[WORK TASK]:
Report how many lines of the following entries include the string "this"; respond with the number alone.

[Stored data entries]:
---
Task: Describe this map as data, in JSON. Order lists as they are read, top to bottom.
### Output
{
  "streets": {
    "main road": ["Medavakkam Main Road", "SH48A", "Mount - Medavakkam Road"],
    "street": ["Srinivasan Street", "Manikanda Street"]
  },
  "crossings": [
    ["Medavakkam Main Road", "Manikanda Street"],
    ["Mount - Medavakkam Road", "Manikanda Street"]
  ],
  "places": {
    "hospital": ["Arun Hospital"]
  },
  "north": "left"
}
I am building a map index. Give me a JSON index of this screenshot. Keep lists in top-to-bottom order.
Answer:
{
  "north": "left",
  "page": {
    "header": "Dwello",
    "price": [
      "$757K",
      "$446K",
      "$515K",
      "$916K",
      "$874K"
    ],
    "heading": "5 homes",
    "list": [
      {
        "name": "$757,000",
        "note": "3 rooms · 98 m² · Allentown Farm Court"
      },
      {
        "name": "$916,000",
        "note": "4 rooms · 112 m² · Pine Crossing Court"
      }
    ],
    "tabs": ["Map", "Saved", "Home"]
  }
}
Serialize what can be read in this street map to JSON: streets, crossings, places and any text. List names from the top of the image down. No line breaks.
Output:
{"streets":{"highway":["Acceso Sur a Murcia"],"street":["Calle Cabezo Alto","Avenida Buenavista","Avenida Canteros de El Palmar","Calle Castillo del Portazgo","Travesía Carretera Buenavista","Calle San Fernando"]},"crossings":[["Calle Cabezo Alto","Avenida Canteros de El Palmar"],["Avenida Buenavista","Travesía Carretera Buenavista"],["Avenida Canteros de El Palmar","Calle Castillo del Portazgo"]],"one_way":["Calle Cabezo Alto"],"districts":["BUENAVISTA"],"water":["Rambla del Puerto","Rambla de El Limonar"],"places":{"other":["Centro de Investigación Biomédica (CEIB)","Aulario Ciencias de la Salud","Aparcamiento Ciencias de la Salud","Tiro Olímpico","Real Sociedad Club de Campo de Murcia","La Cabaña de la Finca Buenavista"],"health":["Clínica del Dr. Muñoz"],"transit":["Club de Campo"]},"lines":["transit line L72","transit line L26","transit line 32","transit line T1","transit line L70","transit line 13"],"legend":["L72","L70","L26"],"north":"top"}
---
[FINAL ANSWER]:
3